» **EXERCISE GOAL**:
Line by line, retype the material with nothing left out.

» **GIVEN DATA**:
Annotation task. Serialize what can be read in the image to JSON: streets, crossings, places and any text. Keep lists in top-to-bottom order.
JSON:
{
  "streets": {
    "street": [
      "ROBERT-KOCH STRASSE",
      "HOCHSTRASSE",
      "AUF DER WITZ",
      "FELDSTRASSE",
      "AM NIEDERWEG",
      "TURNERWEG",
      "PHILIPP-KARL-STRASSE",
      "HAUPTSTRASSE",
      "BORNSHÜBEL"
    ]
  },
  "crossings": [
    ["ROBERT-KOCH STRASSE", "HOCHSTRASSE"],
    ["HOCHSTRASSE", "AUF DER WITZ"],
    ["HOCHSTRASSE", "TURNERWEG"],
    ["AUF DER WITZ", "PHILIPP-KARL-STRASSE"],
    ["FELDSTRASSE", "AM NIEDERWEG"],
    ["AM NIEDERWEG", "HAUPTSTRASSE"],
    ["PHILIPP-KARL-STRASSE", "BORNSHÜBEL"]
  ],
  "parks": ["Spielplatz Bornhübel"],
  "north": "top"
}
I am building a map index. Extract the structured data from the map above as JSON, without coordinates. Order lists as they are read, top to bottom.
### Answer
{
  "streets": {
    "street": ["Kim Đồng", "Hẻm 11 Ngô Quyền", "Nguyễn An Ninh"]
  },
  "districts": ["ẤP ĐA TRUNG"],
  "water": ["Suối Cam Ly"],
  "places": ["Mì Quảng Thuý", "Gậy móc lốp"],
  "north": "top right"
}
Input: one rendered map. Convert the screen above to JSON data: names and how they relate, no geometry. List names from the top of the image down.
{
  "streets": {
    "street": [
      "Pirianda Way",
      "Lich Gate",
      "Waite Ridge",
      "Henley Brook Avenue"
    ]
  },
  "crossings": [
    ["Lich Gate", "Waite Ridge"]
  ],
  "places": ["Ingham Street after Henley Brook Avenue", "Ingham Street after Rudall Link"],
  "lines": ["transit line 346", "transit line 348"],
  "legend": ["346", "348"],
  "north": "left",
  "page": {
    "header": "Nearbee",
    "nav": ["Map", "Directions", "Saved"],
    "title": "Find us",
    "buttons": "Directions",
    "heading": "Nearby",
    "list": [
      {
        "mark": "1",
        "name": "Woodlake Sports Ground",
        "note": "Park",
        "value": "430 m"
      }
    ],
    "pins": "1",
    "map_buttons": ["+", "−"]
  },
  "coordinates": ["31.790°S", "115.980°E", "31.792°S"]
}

» **REPLY TO THE EXERCISE**:
Annotation task. Serialize what can be read in the image to JSON: streets, crossings, places and any text. Keep lists in top-to-bottom order.
JSON:
{
  "streets": {
    "street": [
      "ROBERT-KOCH STRASSE",
      "HOCHSTRASSE",
      "AUF DER WITZ",
      "FELDSTRASSE",
      "AM NIEDERWEG",
      "TURNERWEG",
      "PHILIPP-KARL-STRASSE",
      "HAUPTSTRASSE",
      "BORNSHÜBEL"
    ]
  },
  "crossings": [
    ["ROBERT-KOCH STRASSE", "HOCHSTRASSE"],
    ["HOCHSTRASSE", "AUF DER WITZ"],
    ["HOCHSTRASSE", "TURNERWEG"],
    ["AUF DER WITZ", "PHILIPP-KARL-STRASSE"],
    ["FELDSTRASSE", "AM NIEDERWEG"],
    ["AM NIEDERWEG", "HAUPTSTRASSE"],
    ["PHILIPP-KARL-STRASSE", "BORNSHÜBEL"]
  ],
  "parks": ["Spielplatz Bornhübel"],
  "north": "top"
}
I am building a map index. Extract the structured data from the map above as JSON, without coordinates. Order lists as they are read, top to bottom.
### Answer
{
  "streets": {
    "street": ["Kim Đồng", "Hẻm 11 Ngô Quyền", "Nguyễn An Ninh"]
  },
  "districts": ["ẤP ĐA TRUNG"],
  "water": ["Suối Cam Ly"],
  "places": ["Mì Quảng Thuý", "Gậy móc lốp"],
  "north": "top right"
}
Input: one rendered map. Convert the screen above to JSON data: names and how they relate, no geometry. List names from the top of the image down.
{
  "streets": {
    "street": [
      "Pirianda Way",
      "Lich Gate",
      "Waite Ridge",
      "Henley Brook Avenue"
    ]
  },
  "crossings": [
    ["Lich Gate", "Waite Ridge"]
  ],
  "places": ["Ingham Street after Henley Brook Avenue", "Ingham Street after Rudall Link"],
  "lines": ["transit line 346", "transit line 348"],
  "legend": ["346", "348"],
  "north": "left",
  "page": {
    "header": "Nearbee",
    "nav": ["Map", "Directions", "Saved"],
    "title": "Find us",
    "buttons": "Directions",
    "heading": "Nearby",
    "list": [
      {
        "mark": "1",
        "name": "Woodlake Sports Ground",
        "note": "Park",
        "value": "430 m"
      }
    ],
    "pins": "1",
    "map_buttons": ["+", "−"]
  },
  "coordinates": ["31.790°S", "115.980°E", "31.792°S"]
}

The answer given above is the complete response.